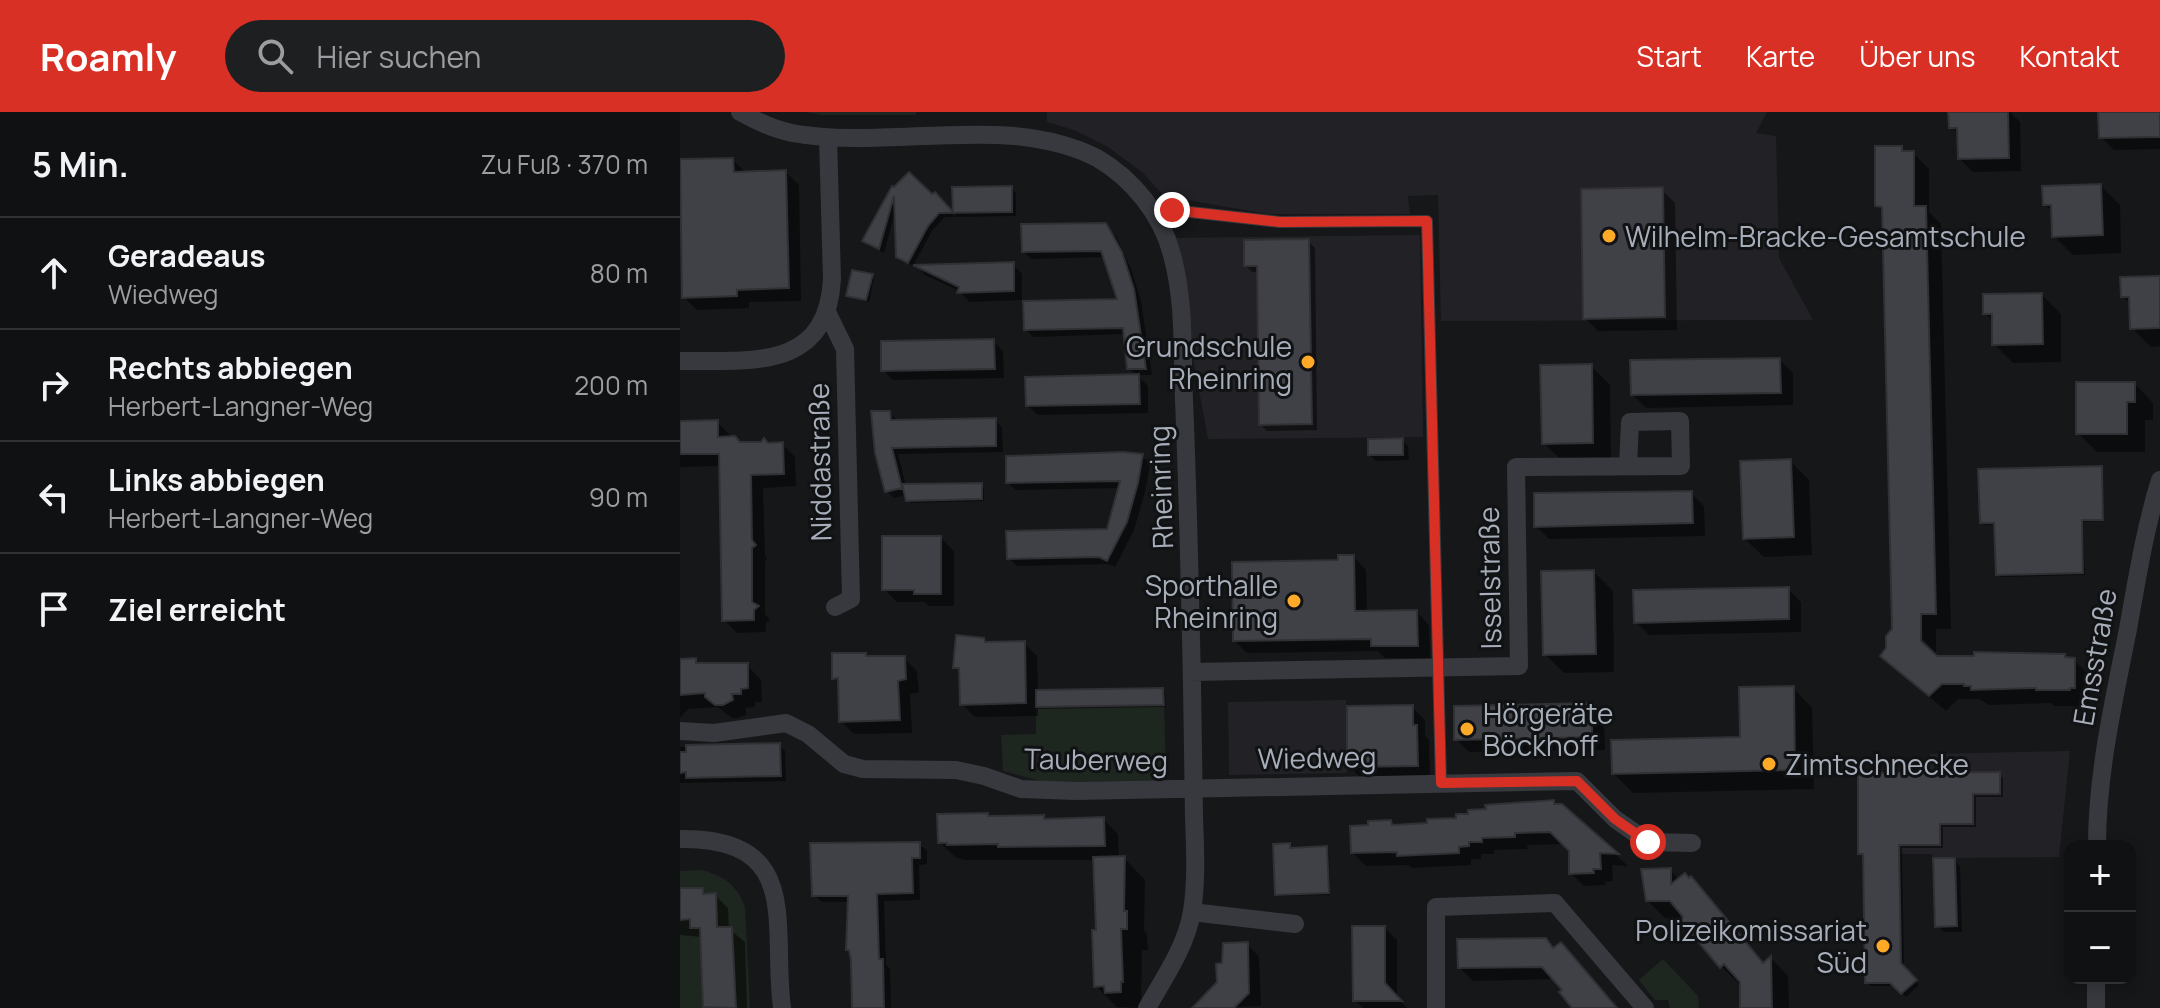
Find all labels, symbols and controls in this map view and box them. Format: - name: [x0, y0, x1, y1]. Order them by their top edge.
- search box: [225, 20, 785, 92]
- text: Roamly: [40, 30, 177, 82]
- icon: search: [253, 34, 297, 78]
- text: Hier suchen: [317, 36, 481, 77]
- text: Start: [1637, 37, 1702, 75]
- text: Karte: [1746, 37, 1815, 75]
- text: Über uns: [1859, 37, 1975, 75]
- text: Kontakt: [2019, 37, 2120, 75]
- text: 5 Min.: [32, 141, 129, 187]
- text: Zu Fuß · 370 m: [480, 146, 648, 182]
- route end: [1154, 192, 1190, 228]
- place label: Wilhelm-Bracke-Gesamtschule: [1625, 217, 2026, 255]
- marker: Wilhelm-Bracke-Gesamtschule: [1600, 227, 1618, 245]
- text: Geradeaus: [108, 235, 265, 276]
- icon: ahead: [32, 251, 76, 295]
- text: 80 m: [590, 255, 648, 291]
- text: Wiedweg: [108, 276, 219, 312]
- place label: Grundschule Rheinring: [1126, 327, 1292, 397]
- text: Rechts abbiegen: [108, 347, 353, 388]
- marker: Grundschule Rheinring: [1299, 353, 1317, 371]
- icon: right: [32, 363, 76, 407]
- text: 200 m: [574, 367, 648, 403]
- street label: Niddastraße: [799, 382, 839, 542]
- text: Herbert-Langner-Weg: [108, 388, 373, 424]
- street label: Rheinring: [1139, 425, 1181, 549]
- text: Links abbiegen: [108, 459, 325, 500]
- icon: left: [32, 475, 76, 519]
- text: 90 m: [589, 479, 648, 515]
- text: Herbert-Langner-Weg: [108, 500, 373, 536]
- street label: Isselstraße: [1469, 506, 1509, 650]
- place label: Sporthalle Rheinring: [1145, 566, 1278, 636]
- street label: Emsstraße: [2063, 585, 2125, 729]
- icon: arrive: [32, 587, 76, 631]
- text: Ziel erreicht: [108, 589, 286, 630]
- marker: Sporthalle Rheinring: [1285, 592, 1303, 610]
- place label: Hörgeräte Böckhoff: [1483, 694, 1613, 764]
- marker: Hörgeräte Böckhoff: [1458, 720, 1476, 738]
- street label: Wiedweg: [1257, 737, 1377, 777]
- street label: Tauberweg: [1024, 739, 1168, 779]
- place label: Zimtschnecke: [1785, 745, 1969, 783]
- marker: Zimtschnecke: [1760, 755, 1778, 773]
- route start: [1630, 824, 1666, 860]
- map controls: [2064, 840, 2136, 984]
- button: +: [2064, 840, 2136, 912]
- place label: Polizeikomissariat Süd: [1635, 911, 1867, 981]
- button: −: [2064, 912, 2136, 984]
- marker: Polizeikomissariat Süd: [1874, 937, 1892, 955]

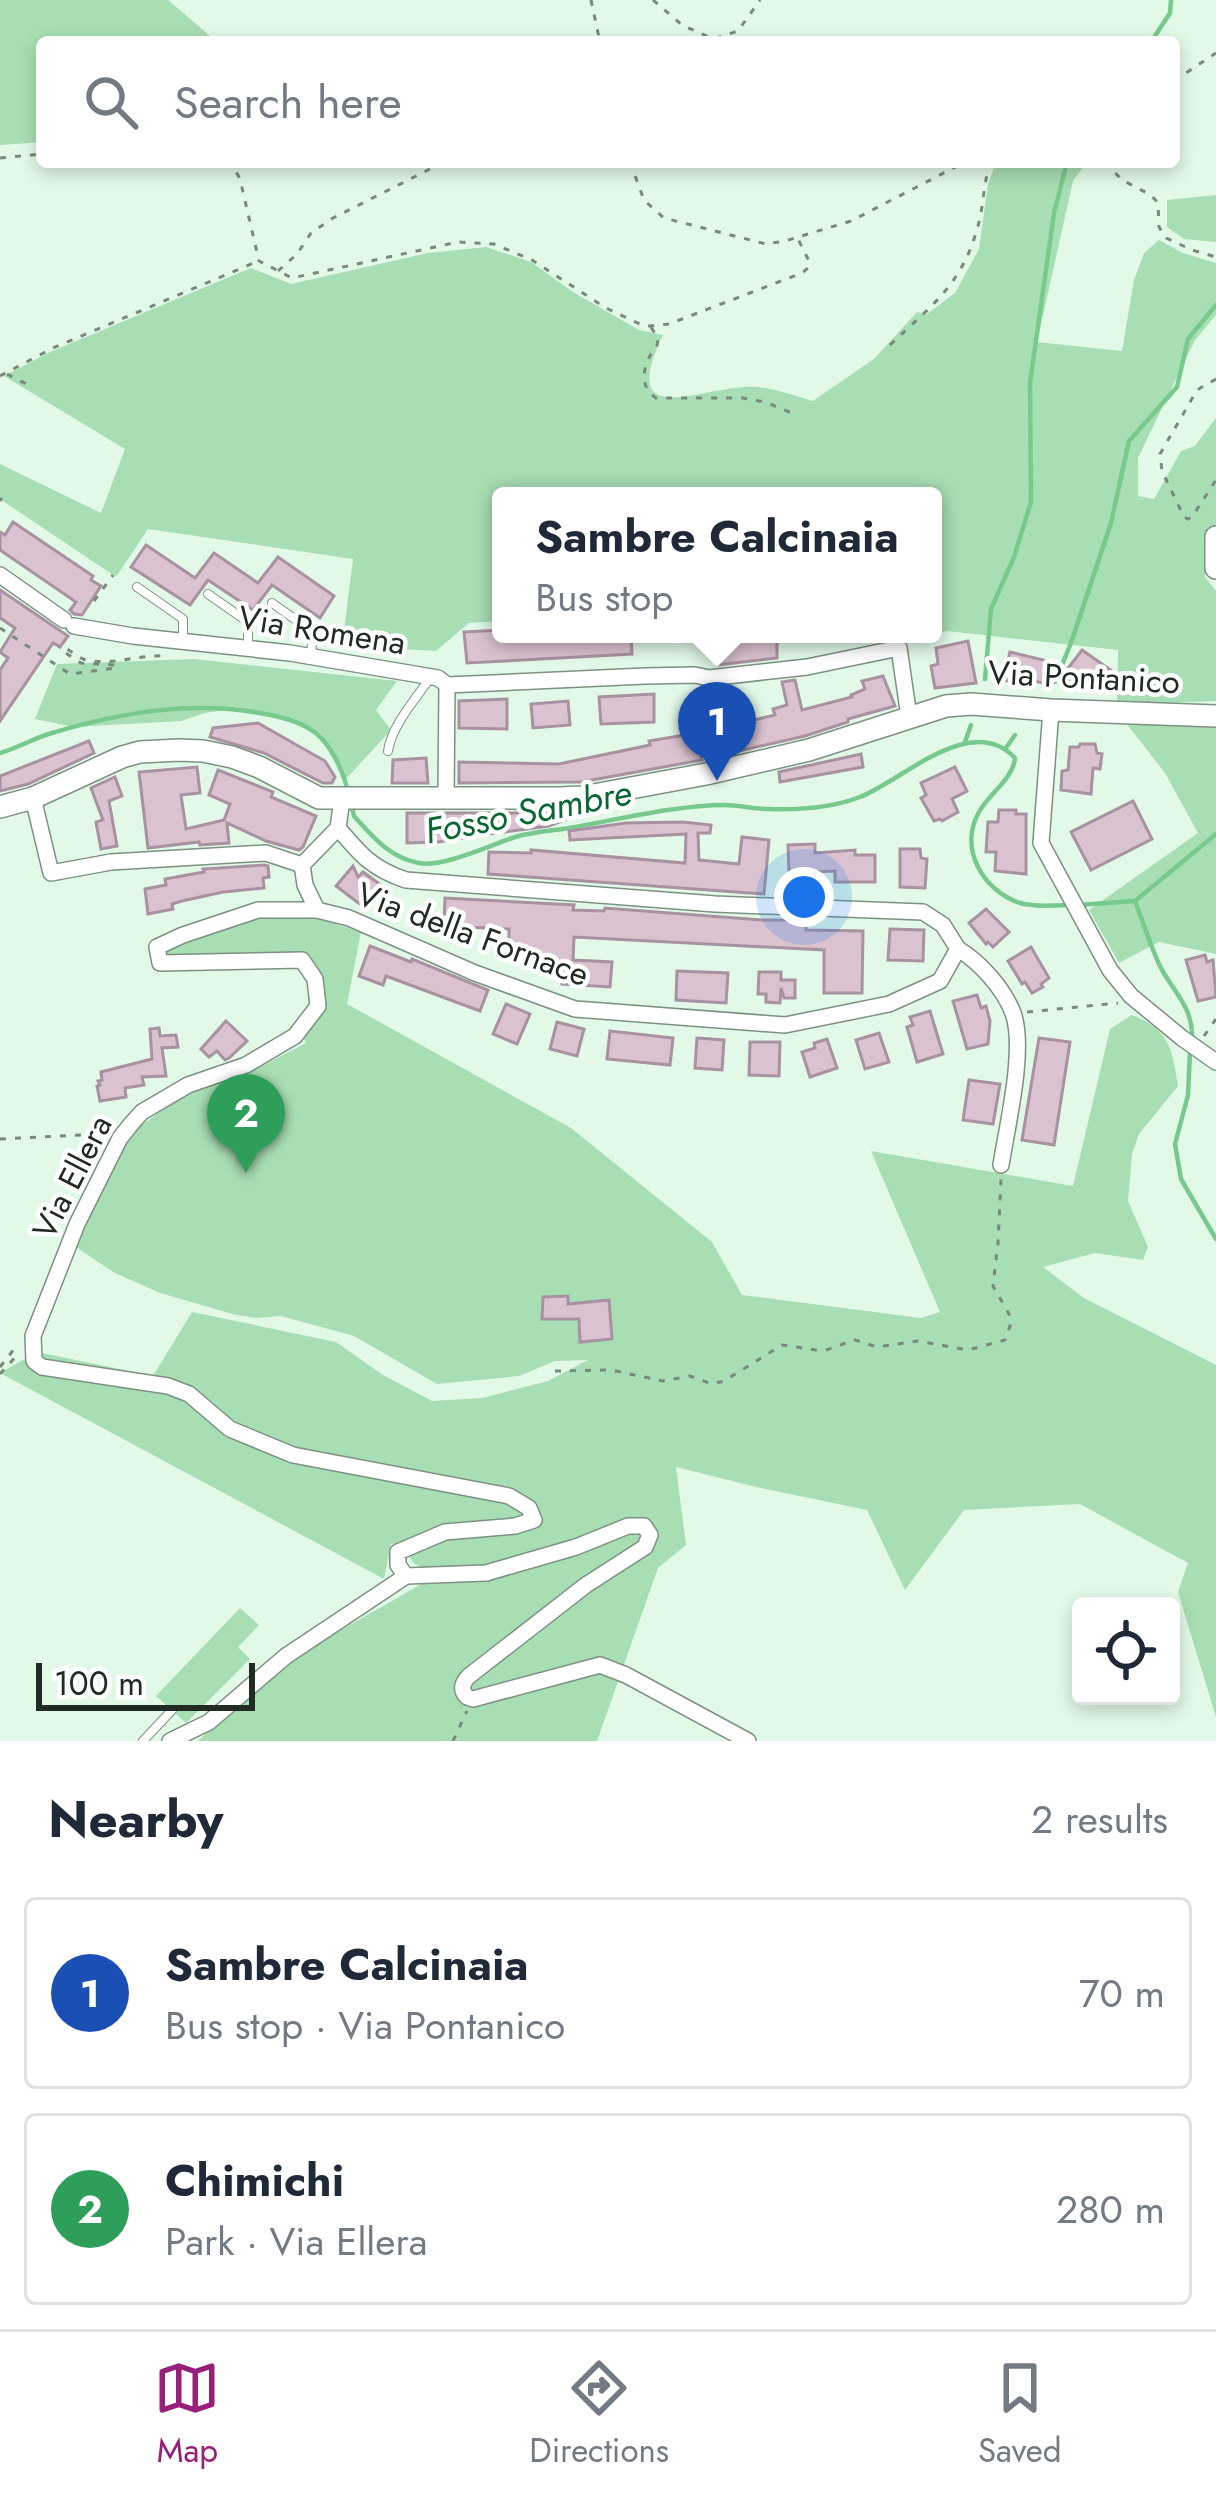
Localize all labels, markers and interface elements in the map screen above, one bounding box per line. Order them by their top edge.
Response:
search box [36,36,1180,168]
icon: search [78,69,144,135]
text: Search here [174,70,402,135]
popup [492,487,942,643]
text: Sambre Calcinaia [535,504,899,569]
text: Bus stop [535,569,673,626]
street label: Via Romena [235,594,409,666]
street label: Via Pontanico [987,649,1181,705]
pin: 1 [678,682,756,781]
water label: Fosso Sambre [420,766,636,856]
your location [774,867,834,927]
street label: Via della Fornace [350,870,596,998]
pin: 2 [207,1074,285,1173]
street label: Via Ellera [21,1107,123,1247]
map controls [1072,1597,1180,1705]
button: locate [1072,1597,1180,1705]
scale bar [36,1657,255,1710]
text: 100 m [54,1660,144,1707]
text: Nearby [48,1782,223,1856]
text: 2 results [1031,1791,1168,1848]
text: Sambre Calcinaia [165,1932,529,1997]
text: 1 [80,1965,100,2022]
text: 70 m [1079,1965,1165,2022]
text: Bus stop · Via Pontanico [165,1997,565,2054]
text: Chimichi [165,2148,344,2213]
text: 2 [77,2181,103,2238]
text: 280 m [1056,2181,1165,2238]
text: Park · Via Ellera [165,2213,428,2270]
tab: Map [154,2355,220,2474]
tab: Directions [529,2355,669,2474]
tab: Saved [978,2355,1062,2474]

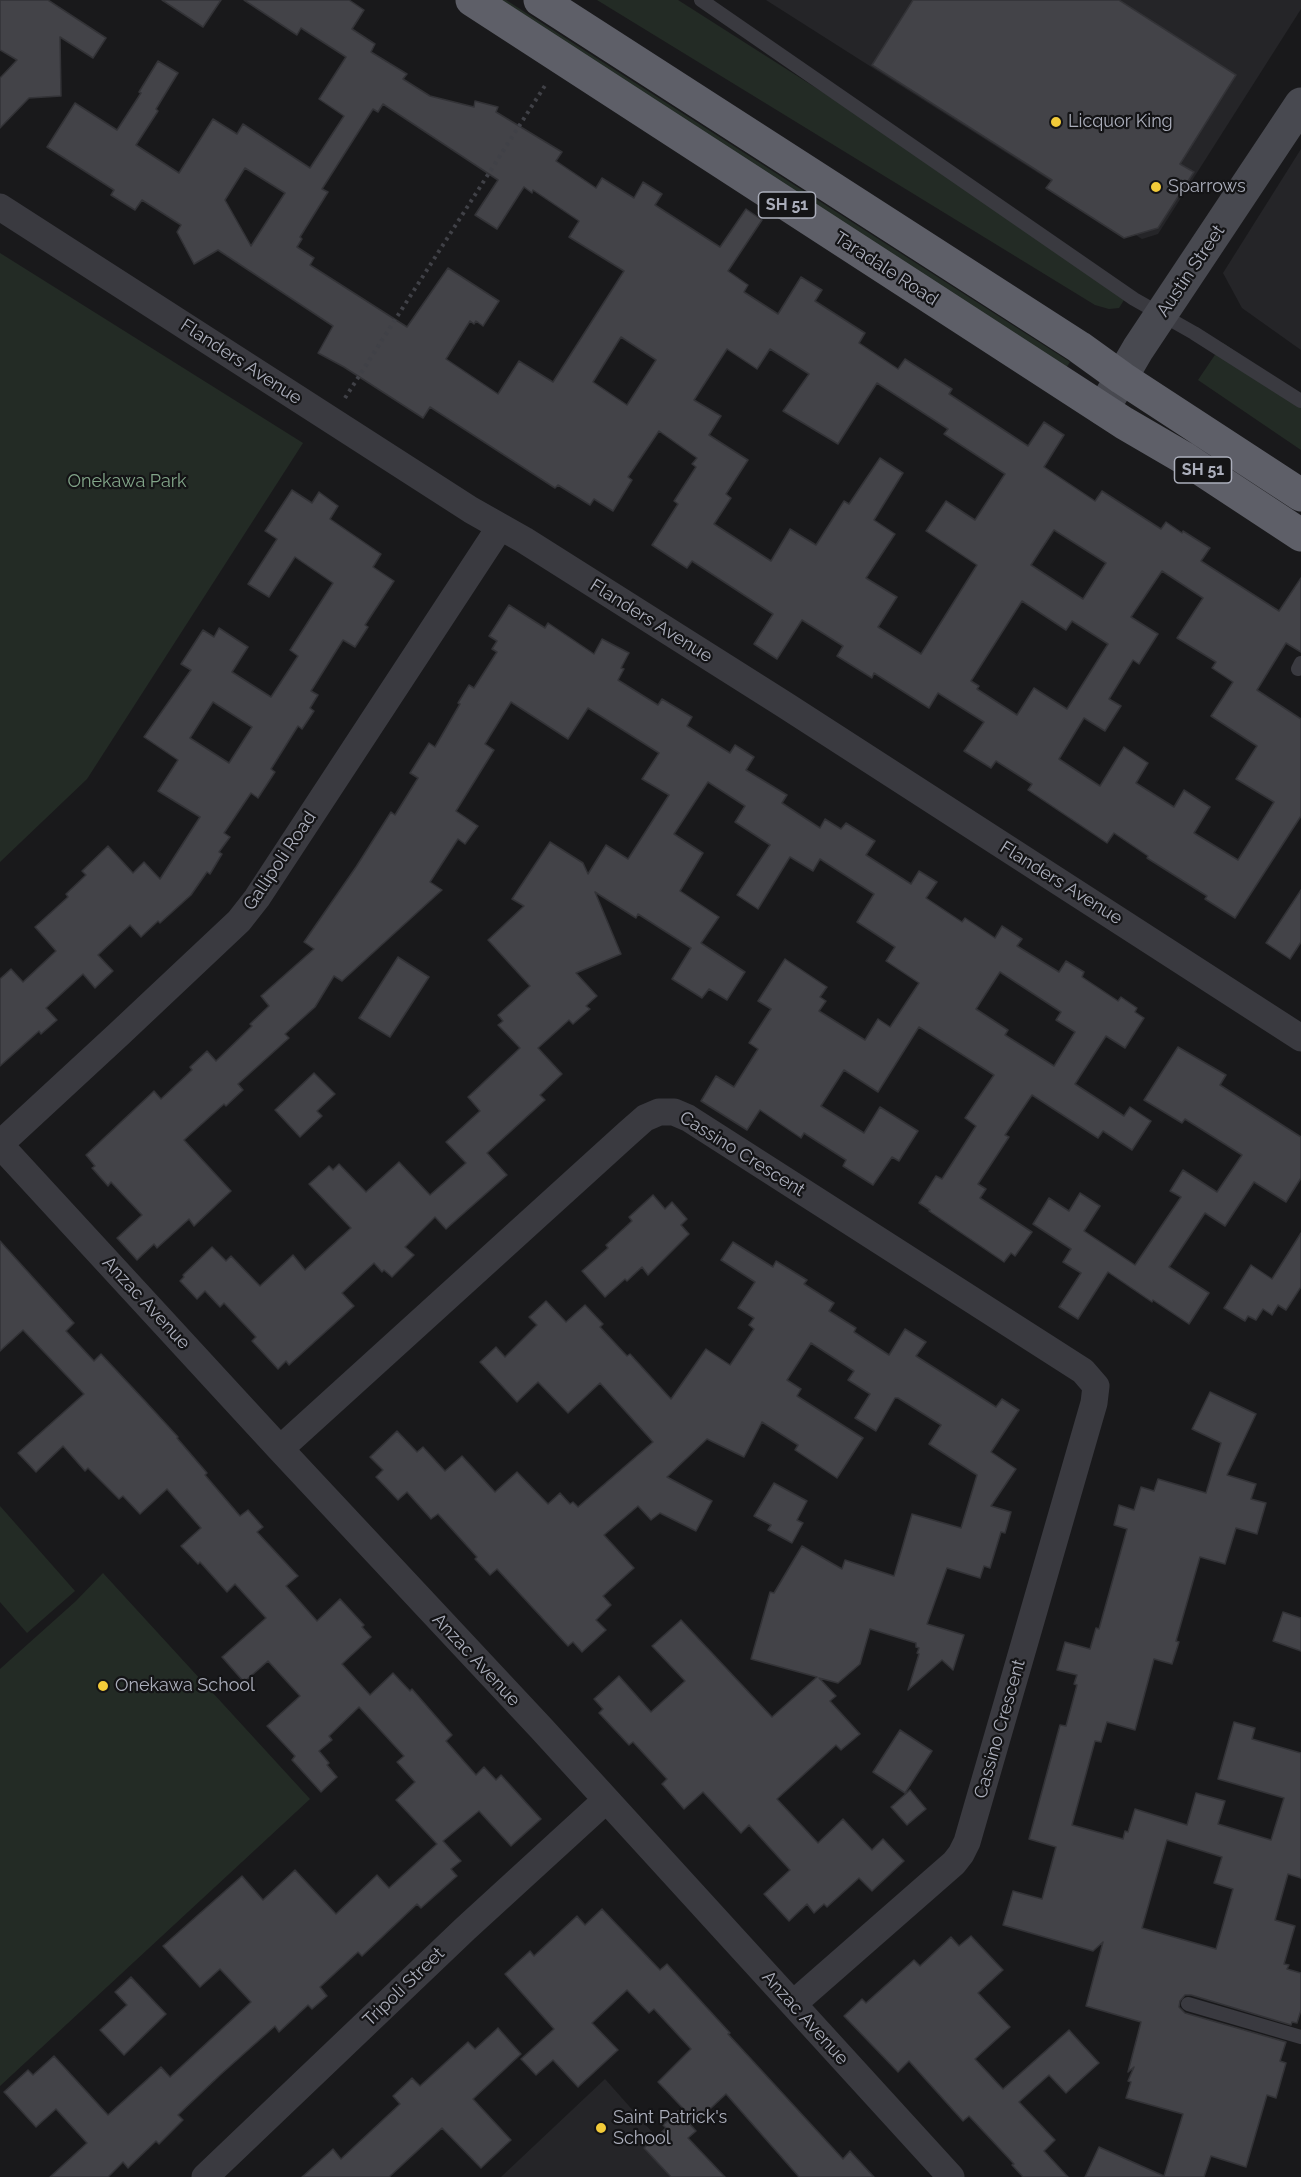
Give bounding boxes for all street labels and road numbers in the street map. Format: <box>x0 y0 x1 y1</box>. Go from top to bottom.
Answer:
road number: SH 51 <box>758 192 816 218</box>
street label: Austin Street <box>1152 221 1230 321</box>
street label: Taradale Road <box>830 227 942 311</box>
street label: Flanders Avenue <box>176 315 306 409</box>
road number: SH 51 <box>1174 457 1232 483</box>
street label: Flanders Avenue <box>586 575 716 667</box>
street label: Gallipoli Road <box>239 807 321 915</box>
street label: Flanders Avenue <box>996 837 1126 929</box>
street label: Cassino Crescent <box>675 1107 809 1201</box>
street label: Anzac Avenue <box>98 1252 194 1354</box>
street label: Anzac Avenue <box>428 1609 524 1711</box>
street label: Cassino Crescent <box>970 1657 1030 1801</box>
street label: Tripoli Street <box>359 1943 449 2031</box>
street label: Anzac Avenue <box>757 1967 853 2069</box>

YOUR TASK
Find the word "Polizeikomissariat" in the records, and report each line that has it.

SOLUTION FOR THIS EXERCISE
- place label: Polizeikomissariat Süd: [1635, 911, 1867, 981]
- marker: Polizeikomissariat Süd: [1874, 937, 1892, 955]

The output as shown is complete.